═════ Provided entries ═════

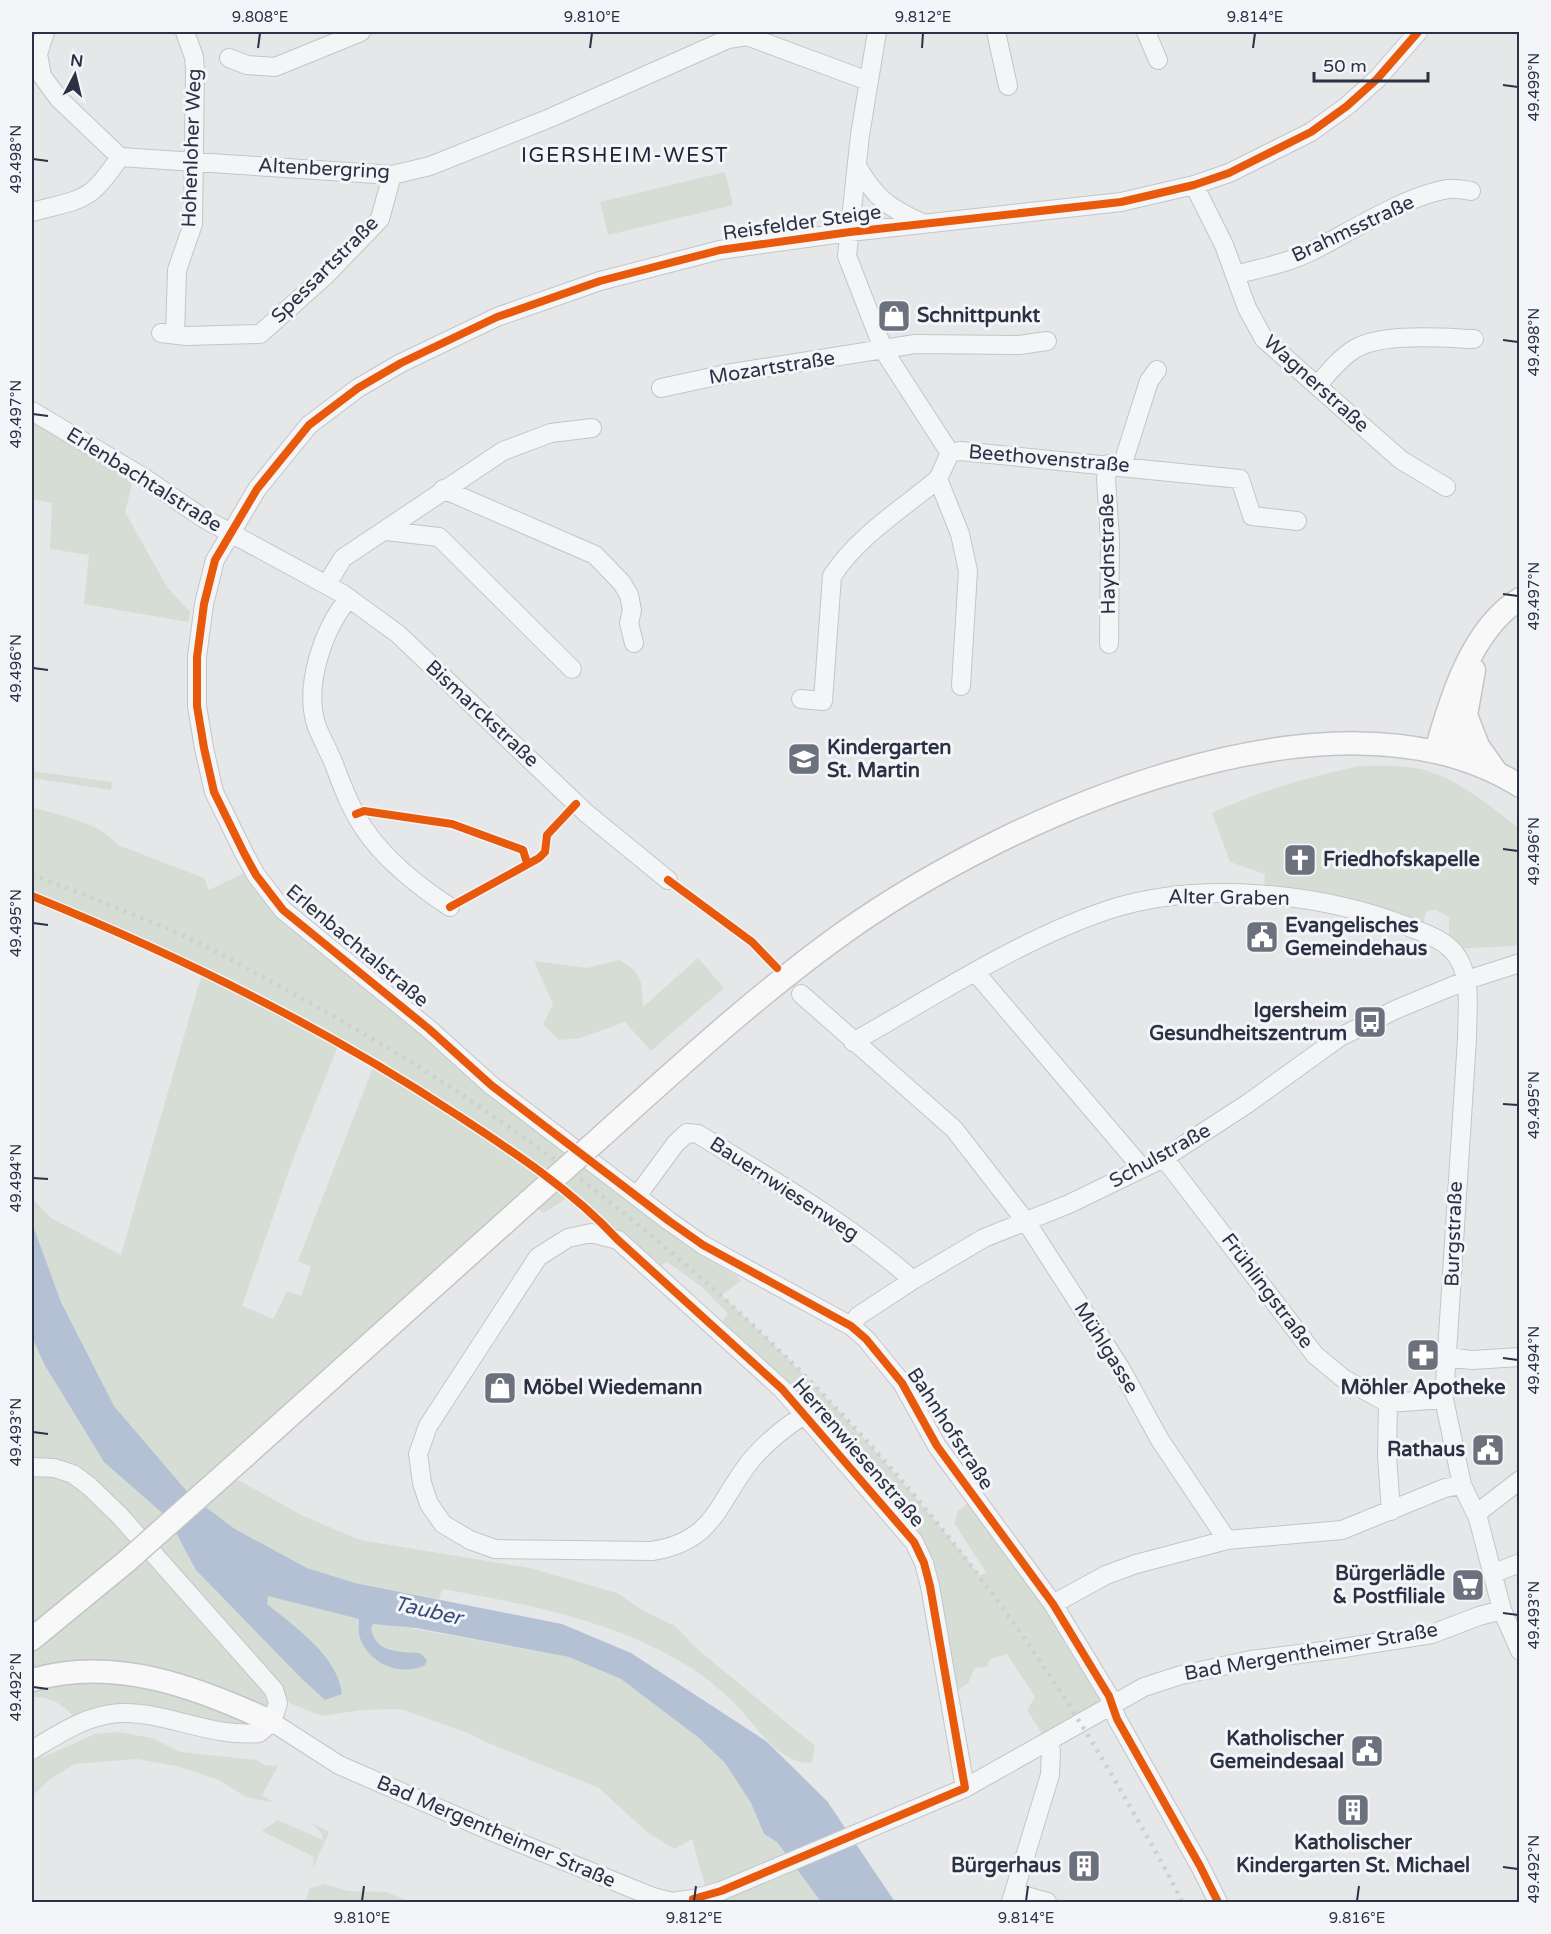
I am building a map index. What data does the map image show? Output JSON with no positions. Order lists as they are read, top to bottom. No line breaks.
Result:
{"streets":{"street":["Hohenloher Weg","Altenbergring","Reisfelder Steige","Brahmsstraße","Spessartstraße","Mozartstraße","Wagnerstraße","Beethovenstraße","Erlenbachtalstraße","Haydnstraße","Bismarckstraße","Alter Graben","Schulstraße","Bauernwiesenweg","Burgstraße","Frühlingstraße","Mühlgasse","Bahnhofstraße","Herrenwiesenstraße","Bad Mergentheimer Straße"]},"crossings":[["Hohenloher Weg","Altenbergring"],["Hohenloher Weg","Spessartstraße"],["Altenbergring","Spessartstraße"],["Reisfelder Steige","Wagnerstraße"],["Reisfelder Steige","Beethovenstraße"],["Reisfelder Steige","Erlenbachtalstraße"],["Reisfelder Steige","Bismarckstraße"],["Brahmsstraße","Wagnerstraße"],["Mozartstraße","Beethovenstraße"],["Beethovenstraße","Haydnstraße"],["Erlenbachtalstraße","Bismarckstraße"],["Erlenbachtalstraße","Bauernwiesenweg"],["Erlenbachtalstraße","Bahnhofstraße"],["Alter Graben","Schulstraße"],["Alter Graben","Burgstraße"],["Alter Graben","Mühlgasse"],["Schulstraße","Bauernwiesenweg"],["Schulstraße","Burgstraße"],["Schulstraße","Frühlingstraße"],["Schulstraße","Mühlgasse"],["Schulstraße","Bahnhofstraße"],["Bauernwiesenweg","Bahnhofstraße"],["Burgstraße","Bad Mergentheimer Straße"],["Bahnhofstraße","Bad Mergentheimer Straße"],["Herrenwiesenstraße","Bad Mergentheimer Straße"]],"districts":["IGERSHEIM-WEST"],"water":["Tauber"],"places":{"shop":["Schnittpunkt","Möbel Wiedemann"],"school or university":["Kindergarten St. Martin"],"church":["Friedhofskapelle"],"public building":["Evangelisches Gemeindehaus","Rathaus","Katholischer Gemeindesaal"],"bus stop":["Igersheim Gesundheitszentrum"],"pharmacy":["Möhler Apotheke"],"supermarket":["Bürgerlädle & Postfiliale"],"building":["Katholischer Kindergarten St. Michael","Bürgerhaus"]},"scale_bar":"50 m","north":"top","coordinates":["9.808°E","9.810°E","9.812°E","9.814°E","49.499°N","49.498°N","49.497°N","49.496°N","49.495°N","49.494°N","49.493°N","49.492°N","9.816°E"]}
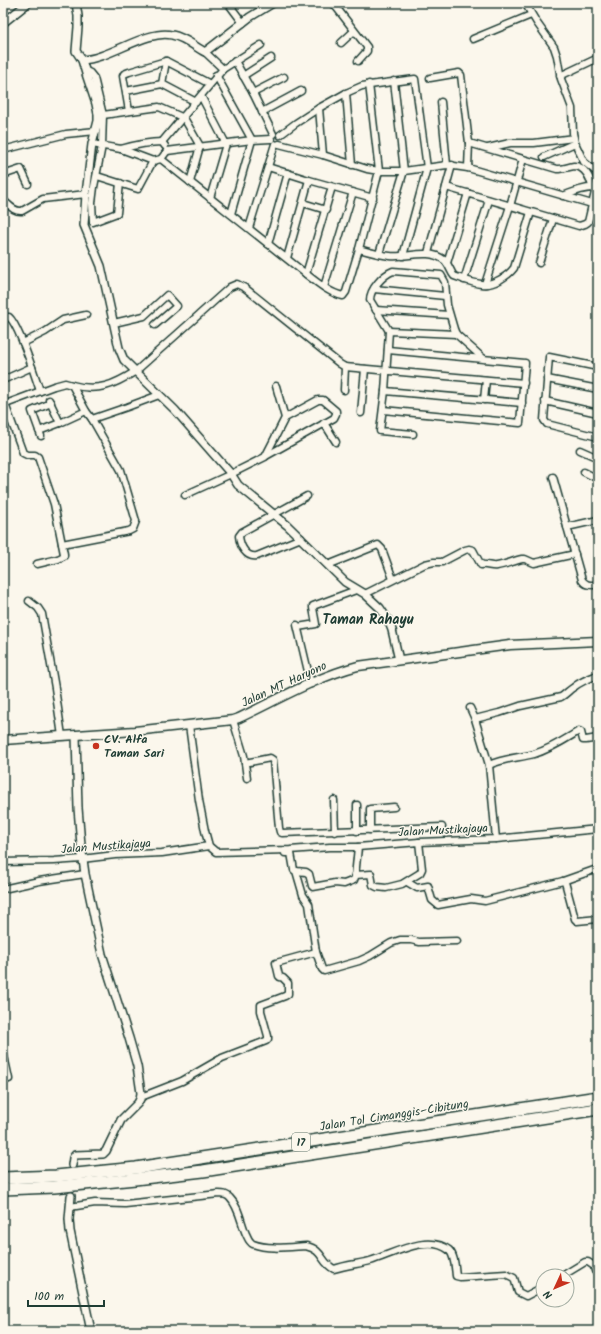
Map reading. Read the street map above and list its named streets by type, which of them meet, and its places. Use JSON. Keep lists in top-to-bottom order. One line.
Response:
{"streets":{"highway":["Jalan Tol Cimanggis–Cibitung","17"],"main road":["Jalan MT Haryono"],"street":["Jalan Mustikajaya"]},"districts":["Taman Rahayu"],"places":["CV. Alfa Taman Sari"],"scale_bar":"100 m","north":"bottom left"}
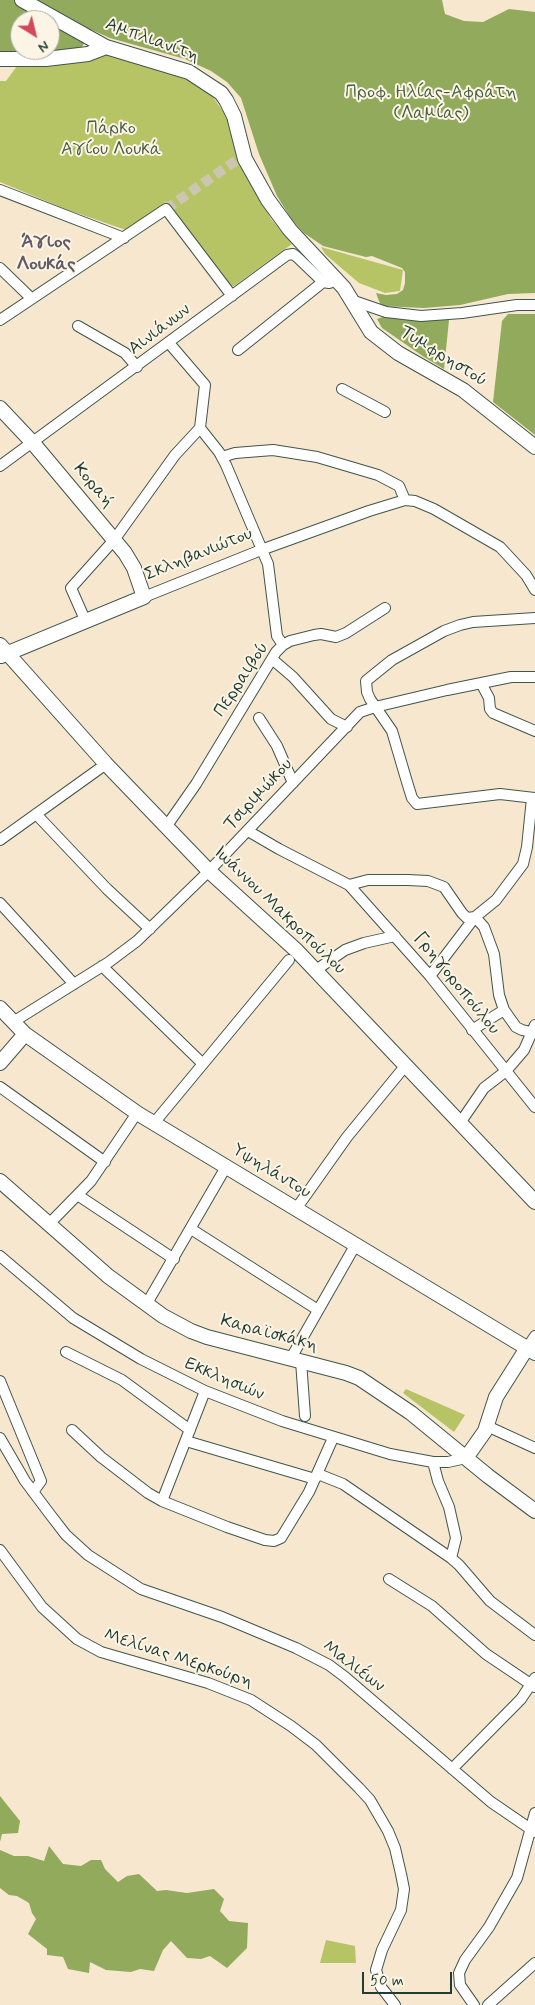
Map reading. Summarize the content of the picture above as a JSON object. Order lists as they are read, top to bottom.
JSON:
{
  "streets": {
    "street": [
      "Αμπλιανίτη",
      "Αινιάνων",
      "Τυμφρηστού",
      "Κοραή",
      "Σκληβανιώτου",
      "Περραιβού",
      "Τσιριμώκου",
      "Ιωάννου Μακροπούλου",
      "Γρηγοροπούλου",
      "Υψηλάντου",
      "Καραϊσκάκη",
      "Εκκλησιών",
      "Μελίνας Μερκούρη",
      "Μαλιέων"
    ]
  },
  "crossings": [
    ["Αμπλιανίτη", "Τυμφρηστού"],
    ["Αινιάνων", "Κοραή"],
    ["Κοραή", "Σκληβανιώτου"],
    ["Σκληβανιώτου", "Ιωάννου Μακροπούλου"],
    ["Περραιβού", "Ιωάννου Μακροπούλου"],
    ["Τσιριμώκου", "Ιωάννου Μακροπούλου"],
    ["Τσιριμώκου", "Υψηλάντου"],
    ["Καραϊσκάκη", "Εκκλησιών"]
  ],
  "districts": ["Άγιος Λουκάς"],
  "parks": ["Προφ. Ηλίας-Αφράτη (Λαμίας)", "Πάρκο Αγίου Λουκά"],
  "scale_bar": "50 m",
  "north": "bottom right"
}
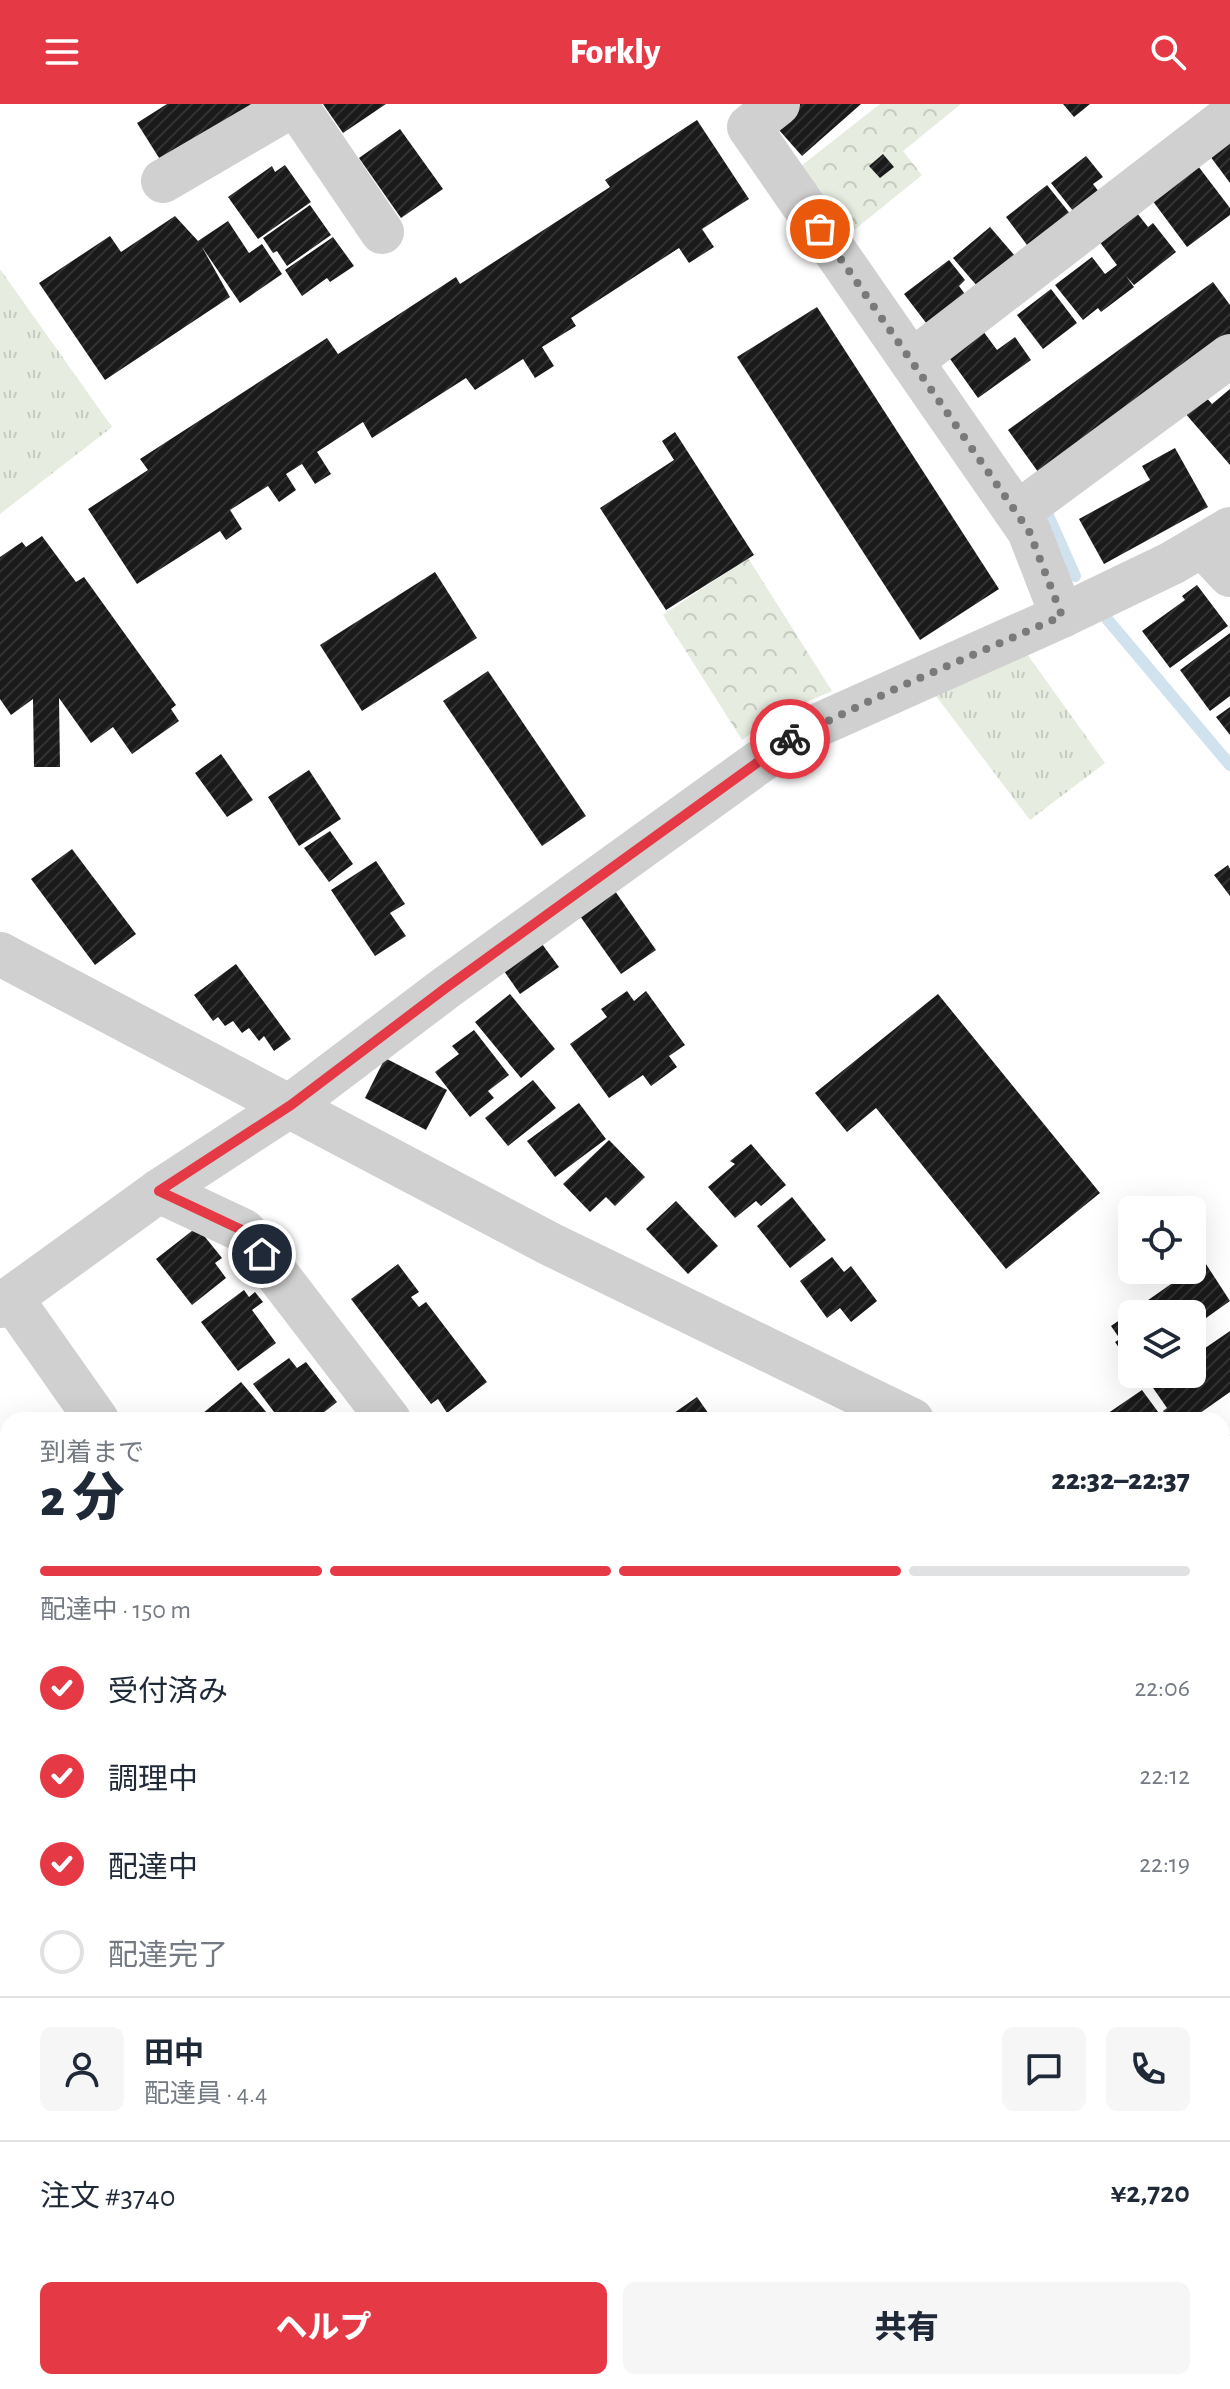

═════

--- Problem requirements ---
Without the pictures, retype each line of the records above exactly.

--- Exercise response ---
I am building a map index. What data does the map image show? Output JSON with no positions. Order lists as they are read, top to bottom. No line breaks.
Result:
{"streets":{"street":["Hohenloher Weg","Altenbergring","Reisfelder Steige","Brahmsstraße","Spessartstraße","Mozartstraße","Wagnerstraße","Beethovenstraße","Erlenbachtalstraße","Haydnstraße","Bismarckstraße","Alter Graben","Schulstraße","Bauernwiesenweg","Burgstraße","Frühlingstraße","Mühlgasse","Bahnhofstraße","Herrenwiesenstraße","Bad Mergentheimer Straße"]},"crossings":[["Hohenloher Weg","Altenbergring"],["Hohenloher Weg","Spessartstraße"],["Altenbergring","Spessartstraße"],["Reisfelder Steige","Wagnerstraße"],["Reisfelder Steige","Beethovenstraße"],["Reisfelder Steige","Erlenbachtalstraße"],["Reisfelder Steige","Bismarckstraße"],["Brahmsstraße","Wagnerstraße"],["Mozartstraße","Beethovenstraße"],["Beethovenstraße","Haydnstraße"],["Erlenbachtalstraße","Bismarckstraße"],["Erlenbachtalstraße","Bauernwiesenweg"],["Erlenbachtalstraße","Bahnhofstraße"],["Alter Graben","Schulstraße"],["Alter Graben","Burgstraße"],["Alter Graben","Mühlgasse"],["Schulstraße","Bauernwiesenweg"],["Schulstraße","Burgstraße"],["Schulstraße","Frühlingstraße"],["Schulstraße","Mühlgasse"],["Schulstraße","Bahnhofstraße"],["Bauernwiesenweg","Bahnhofstraße"],["Burgstraße","Bad Mergentheimer Straße"],["Bahnhofstraße","Bad Mergentheimer Straße"],["Herrenwiesenstraße","Bad Mergentheimer Straße"]],"districts":["IGERSHEIM-WEST"],"water":["Tauber"],"places":{"shop":["Schnittpunkt","Möbel Wiedemann"],"school or university":["Kindergarten St. Martin"],"church":["Friedhofskapelle"],"public building":["Evangelisches Gemeindehaus","Rathaus","Katholischer Gemeindesaal"],"bus stop":["Igersheim Gesundheitszentrum"],"pharmacy":["Möhler Apotheke"],"supermarket":["Bürgerlädle & Postfiliale"],"building":["Katholischer Kindergarten St. Michael","Bürgerhaus"]},"scale_bar":"50 m","north":"top","coordinates":["9.808°E","9.810°E","9.812°E","9.814°E","49.499°N","49.498°N","49.497°N","49.496°N","49.495°N","49.494°N","49.493°N","49.492°N","9.816°E"]}
Map reading. Read the street map above and list its named streets by type, which of them meet, and its places. Use JSON. Keep lists in top-to-bottom order. One line.
Response:
{"streets":{"highway":["Jalan Tol Cimanggis–Cibitung","17"],"main road":["Jalan MT Haryono"],"street":["Jalan Mustikajaya"]},"districts":["Taman Rahayu"],"places":["CV. Alfa Taman Sari"],"scale_bar":"100 m","north":"bottom left"}
Map reading. Summarize the content of the picture above as a JSON object. Order lists as they are read, top to bottom.
JSON:
{
  "streets": {
    "street": [
      "Αμπλιανίτη",
      "Αινιάνων",
      "Τυμφρηστού",
      "Κοραή",
      "Σκληβανιώτου",
      "Περραιβού",
      "Τσιριμώκου",
      "Ιωάννου Μακροπούλου",
      "Γρηγοροπούλου",
      "Υψηλάντου",
      "Καραϊσκάκη",
      "Εκκλησιών",
      "Μελίνας Μερκούρη",
      "Μαλιέων"
    ]
  },
  "crossings": [
    ["Αμπλιανίτη", "Τυμφρηστού"],
    ["Αινιάνων", "Κοραή"],
    ["Κοραή", "Σκληβανιώτου"],
    ["Σκληβανιώτου", "Ιωάννου Μακροπούλου"],
    ["Περραιβού", "Ιωάννου Μακροπούλου"],
    ["Τσιριμώκου", "Ιωάννου Μακροπούλου"],
    ["Τσιριμώκου", "Υψηλάντου"],
    ["Καραϊσκάκη", "Εκκλησιών"]
  ],
  "districts": ["Άγιος Λουκάς"],
  "parks": ["Προφ. Ηλίας-Αφράτη (Λαμίας)", "Πάρκο Αγίου Λουκά"],
  "scale_bar": "50 m",
  "north": "bottom right"
}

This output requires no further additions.